● TASK DIRECTIONS:
Only the lines from the beginning of the data through the line holding "position:relative; width:2276px; height:523px;" belong in the answer, printed exactly and without pictures.

● ENTRIES SUPPLIED:
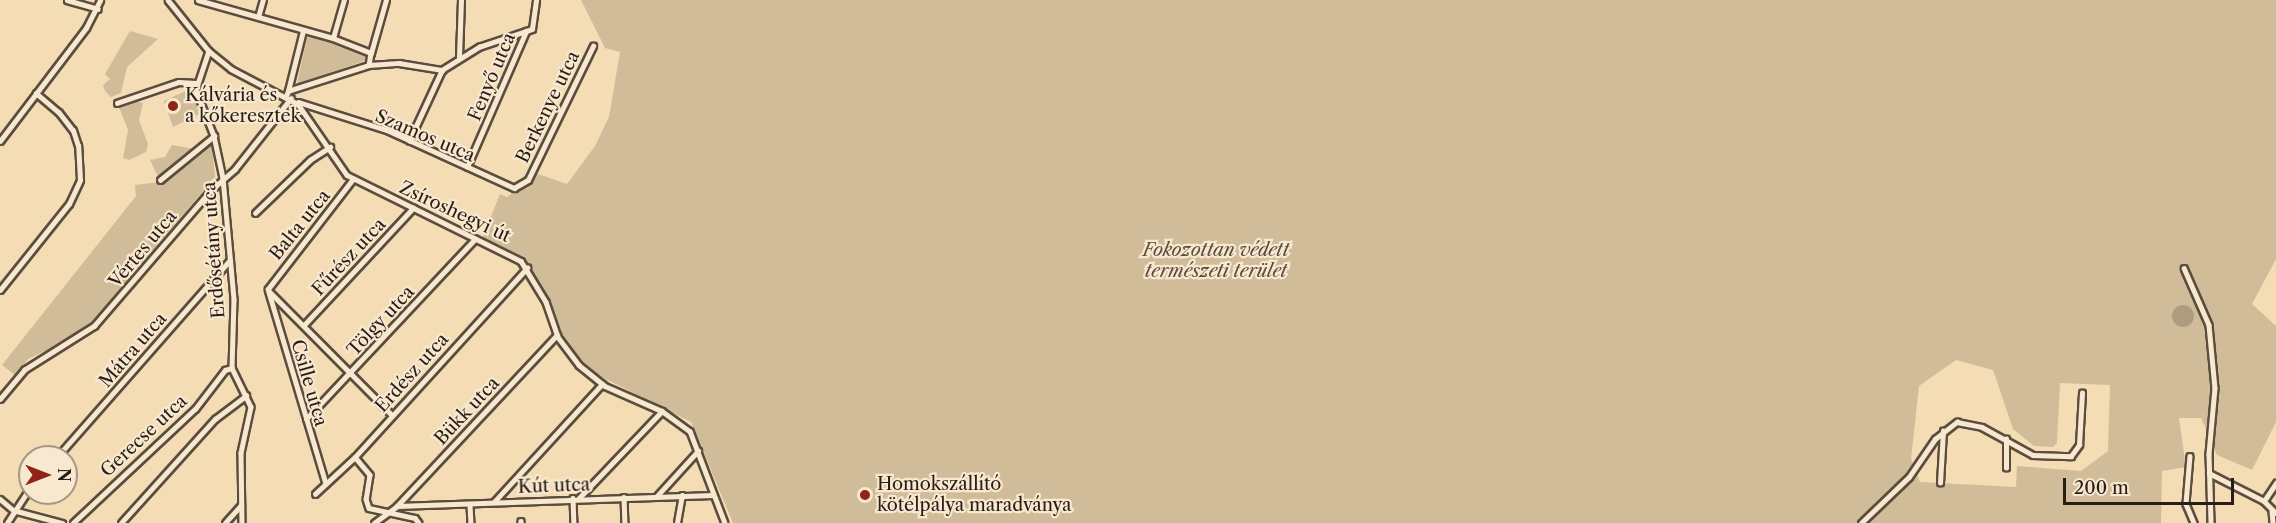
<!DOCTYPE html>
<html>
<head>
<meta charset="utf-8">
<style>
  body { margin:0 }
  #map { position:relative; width:2276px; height:523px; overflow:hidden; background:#f4dcb5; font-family:"Libre Caslon Text",serif }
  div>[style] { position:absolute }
  .green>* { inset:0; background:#d1bc9a }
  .water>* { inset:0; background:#af9b7f }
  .round { border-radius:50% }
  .roads { filter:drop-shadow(2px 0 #5b4d3e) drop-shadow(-2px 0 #5b4d3e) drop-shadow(0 2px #5b4d3e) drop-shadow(0 -2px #5b4d3e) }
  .minor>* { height:4.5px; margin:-2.25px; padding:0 2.25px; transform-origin:2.25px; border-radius:2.25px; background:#f8e8cf }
  .dots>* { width:16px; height:16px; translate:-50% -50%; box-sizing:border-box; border:3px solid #f8e8cf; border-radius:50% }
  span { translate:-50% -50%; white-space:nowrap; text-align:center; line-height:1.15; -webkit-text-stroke:4.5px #f8e8cf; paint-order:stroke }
  .street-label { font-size:18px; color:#281d17 }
  .poi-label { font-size:18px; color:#281d17 }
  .left { translate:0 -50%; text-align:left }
  .park-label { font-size:18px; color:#5b4d3e; font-style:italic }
  .north { position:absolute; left:18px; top:445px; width:60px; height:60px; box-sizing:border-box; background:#f8e8cf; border:2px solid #a59785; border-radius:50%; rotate:90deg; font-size:16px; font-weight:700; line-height:24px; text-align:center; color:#281d17 }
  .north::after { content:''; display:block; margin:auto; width:21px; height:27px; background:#8f2418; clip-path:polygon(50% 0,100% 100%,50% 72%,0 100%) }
  .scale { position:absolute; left:2063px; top:478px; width:171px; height:27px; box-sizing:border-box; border:3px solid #281d17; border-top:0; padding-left:8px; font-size:18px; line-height:21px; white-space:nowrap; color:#281d17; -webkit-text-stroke:4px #f8e8cf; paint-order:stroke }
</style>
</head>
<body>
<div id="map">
  <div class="green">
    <i style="clip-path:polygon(evenodd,581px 0,2276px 0,2276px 259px,2252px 304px,2276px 326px,2276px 422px,2252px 470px,2217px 455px,2201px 418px,2179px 418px,2186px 467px,2162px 471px,2161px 523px,733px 523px,691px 422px,598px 375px,565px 345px,549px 301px,520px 257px,482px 239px,500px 194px,507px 197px,538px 174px,567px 184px,595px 146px,609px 117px,620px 52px,605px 48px,581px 0,1956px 360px,1993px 370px,2013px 429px,2034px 446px,2053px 447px,2057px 443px,2060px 383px,2110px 385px,2108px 451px,2081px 471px,2017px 466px,2016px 487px,1920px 482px,1911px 459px,1919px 386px,1956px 360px)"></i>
    <i style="clip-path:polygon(130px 31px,158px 39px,127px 67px,121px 93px,111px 97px,105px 91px,103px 85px,110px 79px,105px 74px)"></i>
    <i style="clip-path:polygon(311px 36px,367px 54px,367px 60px,297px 84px,307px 38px)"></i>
    <i style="clip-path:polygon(186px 91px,192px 91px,199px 114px,173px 127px,164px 101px)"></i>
    <i style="clip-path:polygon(132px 100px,143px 103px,139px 120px,148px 144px,146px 152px,129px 160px,123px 158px,128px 130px,119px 107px)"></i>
    <i style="clip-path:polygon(172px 145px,194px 149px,158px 177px,150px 160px,165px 157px)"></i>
    <i style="clip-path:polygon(208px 145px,212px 146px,215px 177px,95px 318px,78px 335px,28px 359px,15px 375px,2px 365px,136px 196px,135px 185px,168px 181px)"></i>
  </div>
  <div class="water">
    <i class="round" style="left:2172px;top:305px;width:22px;height:22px"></i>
  </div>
  <div class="roads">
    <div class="minor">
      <i style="left:67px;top:0;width:32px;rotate:16deg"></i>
      <i style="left:168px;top:0;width:65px;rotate:51.2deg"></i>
      <i style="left:209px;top:51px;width:28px;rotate:39deg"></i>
      <i style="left:231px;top:69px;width:76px;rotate:27.6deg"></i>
      <i style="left:298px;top:104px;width:86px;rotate:55.4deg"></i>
      <i style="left:347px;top:175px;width:194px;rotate:26.3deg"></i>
      <i style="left:521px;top:261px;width:48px;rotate:58.6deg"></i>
      <i style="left:546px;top:302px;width:37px;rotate:71deg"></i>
      <i style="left:558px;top:337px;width:35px;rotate:53deg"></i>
      <i style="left:579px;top:365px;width:33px;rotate:39deg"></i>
      <i style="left:605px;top:386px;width:62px;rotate:23.7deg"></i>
      <i style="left:662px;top:411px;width:34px;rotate:36deg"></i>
      <i style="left:690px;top:431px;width:98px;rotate:69.2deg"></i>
      <i style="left:198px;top:0;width:140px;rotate:15.7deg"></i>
      <i style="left:333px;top:38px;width:41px;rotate:21.5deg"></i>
      <i style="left:371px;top:53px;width:12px;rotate:99deg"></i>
      <i style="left:258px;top:17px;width:18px;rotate:-74deg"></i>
      <i style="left:333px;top:38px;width:40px;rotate:-74deg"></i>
      <i style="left:209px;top:51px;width:41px;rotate:108.4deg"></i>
      <i style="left:196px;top:90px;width:49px;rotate:68.6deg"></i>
      <i style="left:214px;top:136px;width:43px;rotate:77.9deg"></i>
      <i style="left:223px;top:178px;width:122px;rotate:84.8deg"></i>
      <i style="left:234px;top:300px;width:68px;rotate:91.7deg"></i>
      <i style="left:232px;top:368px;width:43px;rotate:64deg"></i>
      <i style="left:251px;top:407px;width:47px;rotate:102.3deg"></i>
      <i style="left:241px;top:453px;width:70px;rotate:89.2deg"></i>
      <i style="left:371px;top:53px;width:55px;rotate:-74.2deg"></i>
      <i style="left:459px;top:57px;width:57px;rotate:-88deg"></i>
      <i style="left:288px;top:91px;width:62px;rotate:-76deg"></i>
      <i style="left:286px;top:96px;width:5px;rotate:-68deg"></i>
      <i style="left:288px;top:91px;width:85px;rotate:-17.8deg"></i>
      <i style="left:369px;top:65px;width:30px;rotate:-4deg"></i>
      <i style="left:399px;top:63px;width:44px;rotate:9.2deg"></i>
      <i style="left:442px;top:70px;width:44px;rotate:-31.9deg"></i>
      <i style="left:479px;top:47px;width:56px;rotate:-18.8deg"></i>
      <i style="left:532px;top:29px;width:29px;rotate:-82deg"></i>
      <i style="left:298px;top:102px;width:93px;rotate:17.5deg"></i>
      <i style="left:387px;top:130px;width:140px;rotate:24.5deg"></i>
      <i style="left:514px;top:188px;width:16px;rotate:-30deg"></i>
      <i style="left:528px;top:180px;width:149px;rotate:-64.1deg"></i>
      <i style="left:117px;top:103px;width:65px;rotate:-18.7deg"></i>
      <i style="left:179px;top:82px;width:17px;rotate:3deg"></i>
      <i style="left:0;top:141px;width:142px;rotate:-52.7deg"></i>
      <i style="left:86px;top:28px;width:31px;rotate:-63deg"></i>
      <i style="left:409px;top:141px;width:78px;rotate:-65.1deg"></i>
      <i style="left:467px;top:167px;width:148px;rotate:-66.5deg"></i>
      <i style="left:160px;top:180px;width:70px;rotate:-39.2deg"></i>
      <i style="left:255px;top:213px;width:76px;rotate:-43.9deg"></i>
      <i style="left:310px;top:160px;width:24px;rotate:-33deg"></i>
      <i style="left:2184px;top:268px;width:62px;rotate:66.3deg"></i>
      <i style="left:2209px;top:325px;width:63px;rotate:84.6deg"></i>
      <i style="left:2215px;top:388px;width:66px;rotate:95.2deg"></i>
      <i style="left:2209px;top:454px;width:69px;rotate:88.3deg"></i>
      <i style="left:268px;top:289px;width:203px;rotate:73.4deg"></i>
      <i style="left:268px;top:289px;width:139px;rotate:-52.3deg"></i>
      <i style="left:0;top:290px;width:110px;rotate:-51.3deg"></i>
      <i style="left:69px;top:204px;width:26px;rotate:-65deg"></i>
      <i style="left:80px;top:180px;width:34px;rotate:-93deg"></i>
      <i style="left:78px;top:146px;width:16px;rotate:-108deg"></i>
      <i style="left:73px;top:131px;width:23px;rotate:-128deg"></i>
      <i style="left:59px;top:113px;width:30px;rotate:-140deg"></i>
      <i style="left:269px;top:291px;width:175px;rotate:45.2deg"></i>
      <i style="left:304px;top:325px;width:160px;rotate:-47deg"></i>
      <i style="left:0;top:399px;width:38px;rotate:-50deg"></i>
      <i style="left:24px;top:370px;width:83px;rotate:-32.2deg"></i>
      <i style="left:94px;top:326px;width:178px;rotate:-49.3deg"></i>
      <i style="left:210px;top:191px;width:33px;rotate:-41deg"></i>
      <i style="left:235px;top:169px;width:90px;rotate:-51.7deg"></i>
      <i style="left:306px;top:419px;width:247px;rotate:-46.8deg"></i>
      <i style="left:2190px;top:456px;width:48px;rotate:94.8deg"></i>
      <i style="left:2186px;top:504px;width:21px;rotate:67deg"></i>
      <i style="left:57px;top:457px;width:262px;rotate:-48.7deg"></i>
      <i style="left:355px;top:457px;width:23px;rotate:50deg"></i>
      <i style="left:370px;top:475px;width:24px;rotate:99deg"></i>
      <i style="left:366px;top:499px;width:9px;rotate:72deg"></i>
      <i style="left:369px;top:508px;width:47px;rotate:12.3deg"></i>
      <i style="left:415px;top:518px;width:6px;rotate:51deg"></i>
      <i style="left:2006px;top:468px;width:29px;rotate:-90deg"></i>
      <i style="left:2209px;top:473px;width:62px;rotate:27deg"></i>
      <i style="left:2264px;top:501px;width:17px;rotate:45deg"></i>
      <i style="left:1940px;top:483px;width:52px;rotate:-86.7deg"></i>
      <i style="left:315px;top:494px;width:54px;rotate:-42.8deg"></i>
      <i style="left:355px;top:457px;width:256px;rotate:-47.7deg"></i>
      <i style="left:657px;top:496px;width:61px;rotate:-47.7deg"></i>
      <i style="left:624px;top:497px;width:26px;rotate:88deg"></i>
      <i style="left:573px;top:498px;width:25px;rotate:88deg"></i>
      <i style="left:579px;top:498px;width:120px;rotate:-46.3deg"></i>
      <i style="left:0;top:499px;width:17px;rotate:40deg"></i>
      <i style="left:13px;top:510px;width:51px;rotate:14.9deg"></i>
      <i style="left:2264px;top:501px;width:22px;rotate:-56deg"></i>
      <i style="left:494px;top:502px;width:160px;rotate:-47.5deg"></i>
      <i style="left:470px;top:505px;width:18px;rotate:87deg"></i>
      <i style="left:397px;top:506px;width:316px;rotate:-2deg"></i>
      <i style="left:2272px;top:511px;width:12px;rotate:85deg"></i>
      <i style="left:521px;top:521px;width:2px;rotate:90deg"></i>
      <i style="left:7px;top:523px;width:42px;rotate:-56.7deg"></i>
      <i style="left:73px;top:523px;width:167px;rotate:-43.1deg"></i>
      <i style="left:195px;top:409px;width:49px;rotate:-52.4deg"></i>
      <i style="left:225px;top:370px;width:7px;rotate:-16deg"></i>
      <i style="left:121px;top:523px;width:140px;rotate:-47.9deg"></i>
      <i style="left:215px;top:419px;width:39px;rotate:-37deg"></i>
      <i style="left:225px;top:523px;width:24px;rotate:-48deg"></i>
      <i style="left:374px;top:523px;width:29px;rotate:-36deg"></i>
      <i style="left:397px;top:506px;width:234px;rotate:-46.9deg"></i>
      <i style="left:677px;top:523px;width:28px;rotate:-80deg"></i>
      <i style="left:1861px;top:523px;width:66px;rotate:-43.8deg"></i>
      <i style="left:1909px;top:477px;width:46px;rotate:-55.6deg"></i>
      <i style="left:1935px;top:439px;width:28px;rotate:-38deg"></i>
      <i style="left:1957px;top:422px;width:25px;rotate:11deg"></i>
      <i style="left:1982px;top:427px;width:58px;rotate:28.8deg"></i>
      <i style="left:2033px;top:455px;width:38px;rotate:2deg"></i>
      <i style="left:2071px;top:456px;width:14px;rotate:-54deg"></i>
      <i style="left:2079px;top:445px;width:52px;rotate:-86.7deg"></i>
    </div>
  </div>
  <div class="dots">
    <i style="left:173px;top:106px;background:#8f2418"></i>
    <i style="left:865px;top:495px;background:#8f2418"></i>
  </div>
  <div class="street-label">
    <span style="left:492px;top:77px;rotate:-67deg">Fenyő utca</span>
    <span style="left:548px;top:107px;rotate:-64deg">Berkenye utca</span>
    <span style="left:425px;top:136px;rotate:23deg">Szamos utca</span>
    <span style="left:455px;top:212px;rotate:25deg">Zsíroshegyi út</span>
    <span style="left:300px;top:225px;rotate:-51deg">Balta utca</span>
    <span style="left:143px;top:249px;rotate:-50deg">Vértes utca</span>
    <span style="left:214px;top:250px;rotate:-94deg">Erdősétány utca</span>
    <span style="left:349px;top:257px;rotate:-47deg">Fűrész utca</span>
    <span style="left:381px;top:321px;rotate:-47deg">Tölgy utca</span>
    <span style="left:133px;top:350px;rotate:-49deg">Mátra utca</span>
    <span style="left:412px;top:373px;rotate:-48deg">Erdész utca</span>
    <span style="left:309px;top:383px;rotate:74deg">Csille utca</span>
    <span style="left:467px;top:411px;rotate:-47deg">Bükk utca</span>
    <span style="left:144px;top:436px;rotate:-43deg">Gerecse utca</span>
    <span style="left:554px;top:486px;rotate:-2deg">Kút utca</span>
  </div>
  <div class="poi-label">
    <span class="left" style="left:185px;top:106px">Kálvária és<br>a kőkeresztek</span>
    <span class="left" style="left:877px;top:495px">Homokszállító<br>kötélpálya maradványa</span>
  </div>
  <div class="park-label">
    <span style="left:1216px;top:261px">Fokozottan védett<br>természeti terület</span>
  </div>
  <div class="north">N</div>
  <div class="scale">200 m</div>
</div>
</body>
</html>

● ANSWER SPACE:
<!DOCTYPE html>
<html>
<head>
<meta charset="utf-8">
<style>
  body { margin:0 }
  #map { position:relative; width:2276px; height:523px; overflow:hidden; background:#f4dcb5; font-family:"Libre Caslon Text",serif }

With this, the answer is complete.